▶ [What to produce]
Pull each line holding "this" out of the entries below.

(Beginning of Data for the task)

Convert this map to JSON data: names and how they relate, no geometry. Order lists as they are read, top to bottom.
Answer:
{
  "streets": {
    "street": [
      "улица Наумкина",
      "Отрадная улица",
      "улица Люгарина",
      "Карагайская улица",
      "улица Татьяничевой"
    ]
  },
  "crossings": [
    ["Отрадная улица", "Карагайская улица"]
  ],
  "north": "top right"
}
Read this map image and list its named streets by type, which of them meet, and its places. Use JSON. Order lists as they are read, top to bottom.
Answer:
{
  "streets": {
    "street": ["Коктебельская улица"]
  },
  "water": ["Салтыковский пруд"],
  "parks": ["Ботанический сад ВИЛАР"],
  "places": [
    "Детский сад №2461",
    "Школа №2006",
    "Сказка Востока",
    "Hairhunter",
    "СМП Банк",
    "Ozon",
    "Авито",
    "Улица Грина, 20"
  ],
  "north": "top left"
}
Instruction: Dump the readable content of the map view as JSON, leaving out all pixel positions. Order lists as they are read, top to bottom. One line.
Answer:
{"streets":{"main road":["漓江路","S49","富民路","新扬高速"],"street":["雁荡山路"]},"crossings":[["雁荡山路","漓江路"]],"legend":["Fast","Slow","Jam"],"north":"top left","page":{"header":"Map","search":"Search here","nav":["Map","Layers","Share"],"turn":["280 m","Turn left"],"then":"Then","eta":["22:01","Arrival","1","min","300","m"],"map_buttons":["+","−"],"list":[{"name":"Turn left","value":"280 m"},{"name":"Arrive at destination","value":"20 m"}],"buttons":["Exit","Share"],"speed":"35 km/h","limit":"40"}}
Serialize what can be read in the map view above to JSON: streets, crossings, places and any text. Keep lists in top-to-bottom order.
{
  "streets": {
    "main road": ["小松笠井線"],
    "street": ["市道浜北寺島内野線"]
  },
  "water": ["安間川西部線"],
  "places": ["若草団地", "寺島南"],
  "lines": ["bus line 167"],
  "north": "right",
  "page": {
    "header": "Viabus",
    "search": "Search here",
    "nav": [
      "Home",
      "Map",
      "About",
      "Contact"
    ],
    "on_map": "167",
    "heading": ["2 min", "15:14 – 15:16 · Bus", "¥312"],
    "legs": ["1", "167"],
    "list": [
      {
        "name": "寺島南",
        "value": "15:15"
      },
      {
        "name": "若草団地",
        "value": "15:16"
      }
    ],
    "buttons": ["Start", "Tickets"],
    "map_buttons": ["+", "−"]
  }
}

(End of Data for the task)

▶ [Task result]
Convert this map to JSON data: names and how they relate, no geometry. Order lists as they are read, top to bottom.
Read this map image and list its named streets by type, which of them meet, and its places. Use JSON. Order lists as they are read, top to bottom.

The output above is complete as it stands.